MaskDiME: Adaptive Masked Diffusion for Precise and Efficient Visual Counterfactual Explanations
This provides a practical and generalizable solution for efficient counterfactual explanations in deep neural networks, though it is incremental as it builds on existing diffusion methods.
The paper tackled the problem of slow and imprecise diffusion-based visual counterfactual explanations by proposing MaskDiME, which achieved over 30x faster inference and state-of-the-art performance across five benchmark datasets.
Visual counterfactual explanations aim to reveal the minimal semantic modifications that can alter a model's prediction, providing causal and interpretable insights into deep neural networks. However, existing diffusion-based counterfactual generation methods are often computationally expensive, slow to sample, and imprecise in localizing the modified regions.
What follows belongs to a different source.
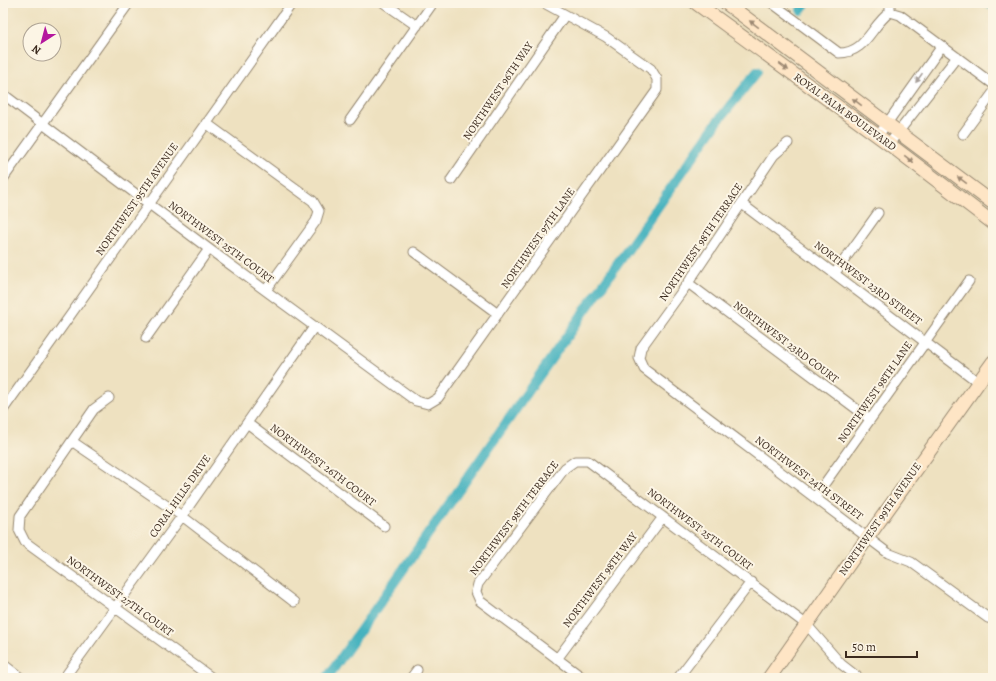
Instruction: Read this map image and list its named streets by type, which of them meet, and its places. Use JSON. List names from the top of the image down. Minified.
{"streets":{"main road":["ROYAL PALM BOULEVARD","NORTHWEST 99TH AVENUE"],"street":["NORTHWEST 96TH WAY","NORTHWEST 95TH AVENUE","NORTHWEST 97TH LANE","NORTHWEST 25TH COURT","NORTHWEST 98TH TERRACE","NORTHWEST 23RD STREET","NORTHWEST 23RD COURT","NORTHWEST 98TH LANE","NORTHWEST 26TH COURT","NORTHWEST 24TH STREET","CORAL HILLS DRIVE","NORTHWEST 98TH WAY","NORTHWEST 27TH COURT"]},"crossings":[["NORTHWEST 96TH WAY","NORTHWEST 97TH LANE"],["NORTHWEST 95TH AVENUE","NORTHWEST 25TH COURT"],["NORTHWEST 97TH LANE","NORTHWEST 25TH COURT"],["NORTHWEST 25TH COURT","NORTHWEST 98TH TERRACE"],["NORTHWEST 25TH COURT","CORAL HILLS DRIVE"],["NORTHWEST 25TH COURT","NORTHWEST 99TH AVENUE"],["NORTHWEST 25TH COURT","NORTHWEST 98TH WAY"],["NORTHWEST 98TH TERRACE","NORTHWEST 23RD STREET"],["NORTHWEST 98TH TERRACE","NORTHWEST 23RD COURT"],["NORTHWEST 98TH TERRACE","NORTHWEST 24TH STREET"],["NORTHWEST 98TH TERRACE","NORTHWEST 98TH WAY"],["NORTHWEST 23RD STREET","NORTHWEST 98TH LANE"],["NORTHWEST 23RD STREET","NORTHWEST 99TH AVENUE"],["NORTHWEST 23RD COURT","NORTHWEST 98TH LANE"],["NORTHWEST 98TH LANE","NORTHWEST 24TH STREET"],["NORTHWEST 26TH COURT","CORAL HILLS DRIVE"],["NORTHWEST 24TH STREET","NORTHWEST 99TH AVENUE"],["CORAL HILLS DRIVE","NORTHWEST 27TH COURT"]],"scale_bar":"50 m","north":"bottom left"}
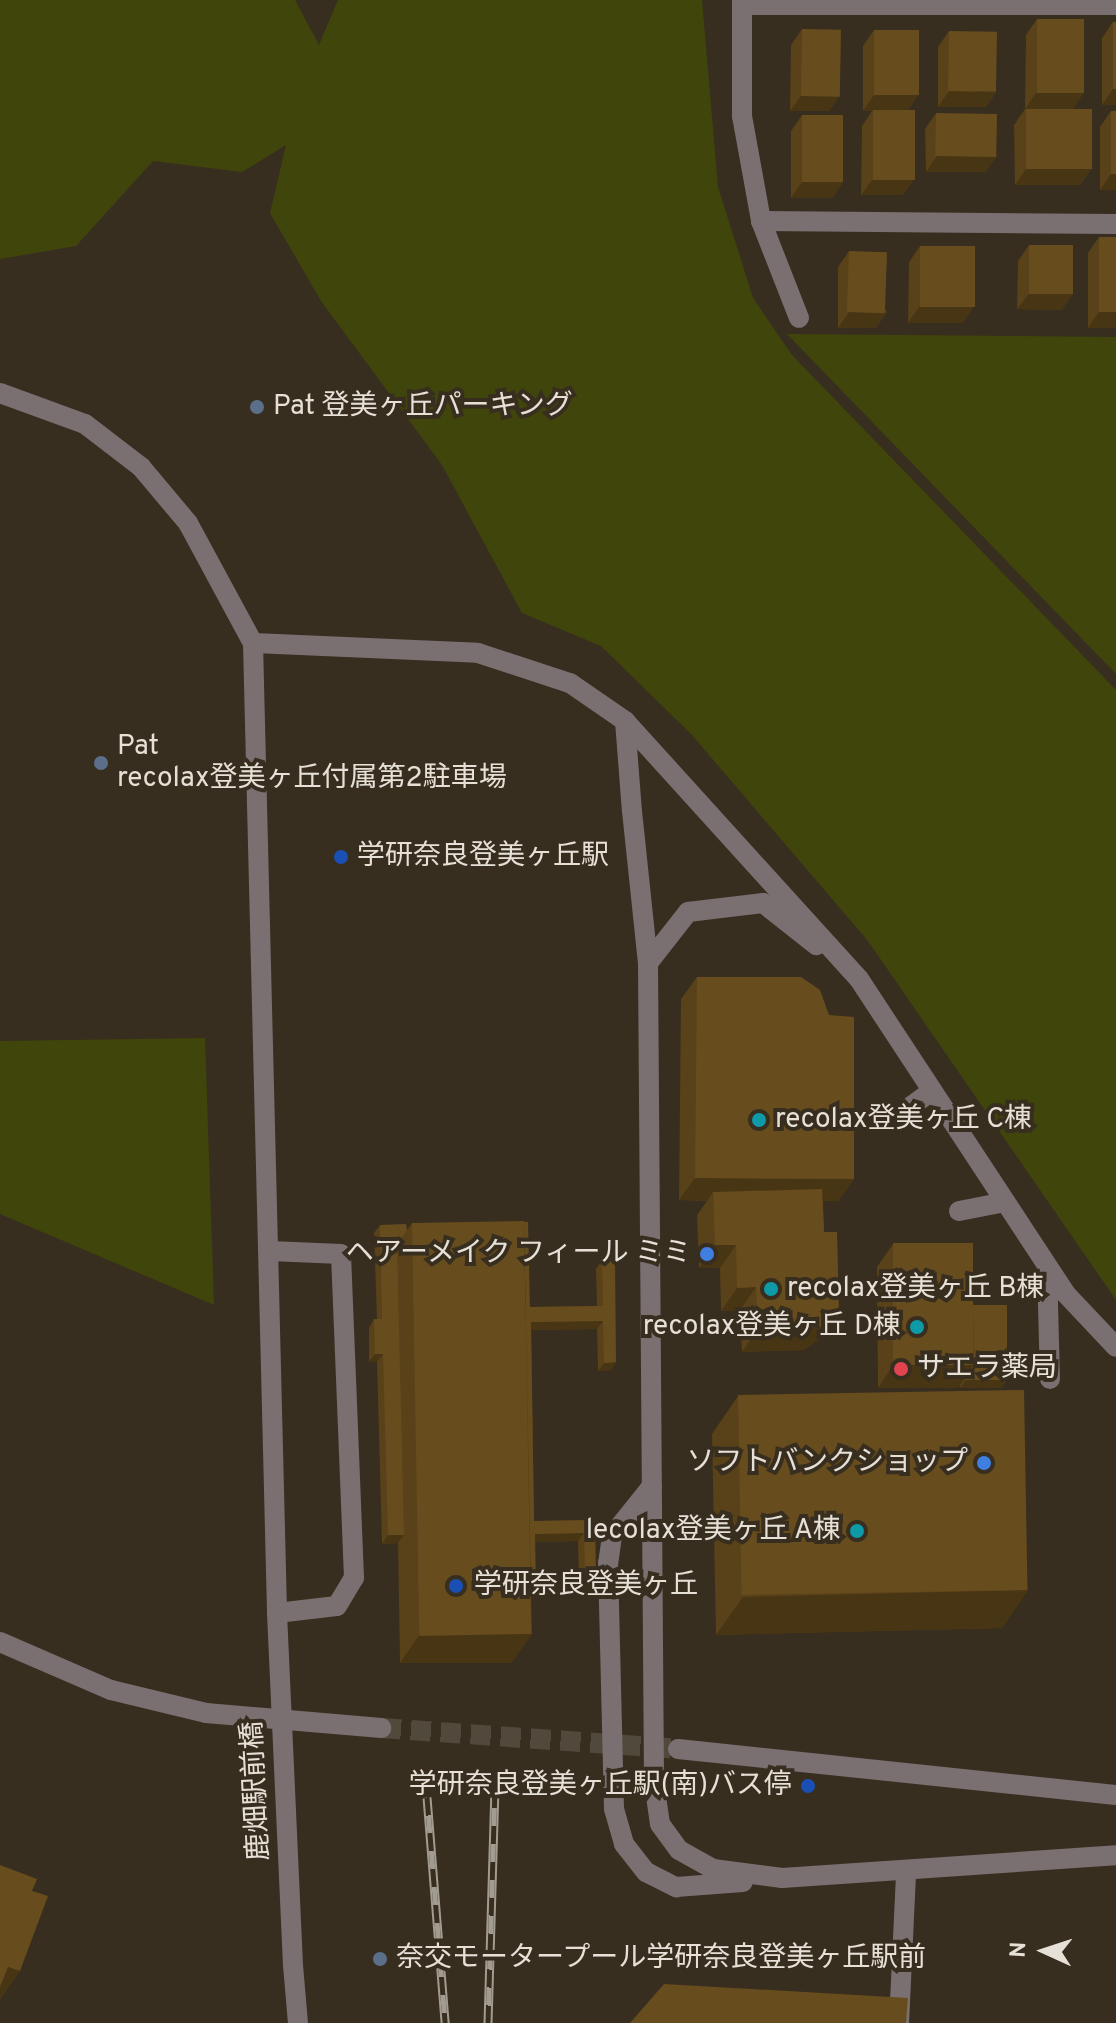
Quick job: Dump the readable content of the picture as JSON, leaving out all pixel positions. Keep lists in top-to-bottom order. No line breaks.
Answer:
{"streets":{"street":["鹿畑駅前橋"]},"places":["Pat 登美ヶ丘パーキング","Pat recolax登美ヶ丘付属第2駐車場","学研奈良登美ヶ丘駅","recolax登美ヶ丘 C棟","ヘアーメイク フィール ミミ","recolax登美ヶ丘 B棟","recolax登美ヶ丘 D棟","サエラ薬局","ソフトバンクショップ","lecolax登美ヶ丘 A棟","学研奈良登美ヶ丘","学研奈良登美ヶ丘駅(南)バス停","奈交モータープール学研奈良登美ヶ丘駅前"],"north":"left"}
To address these limitations, we propose MaskDiME, a simple, fast, and effective diffusion framework that unifies semantic consistency and spatial precision through localized sampling. Our approach adaptively focuses on decision-relevant regions to achieve localized and semantically consistent counterfactual generation while preserving high image fidelity. Our training-free framework, MaskDiME, achieves over 30x faster inference than the baseline method and achieves comparable or state-of-the-art performance across five benchmark datasets spanning diverse visual domains, establishing a practical and generalizable solution for efficient counterfactual explanation.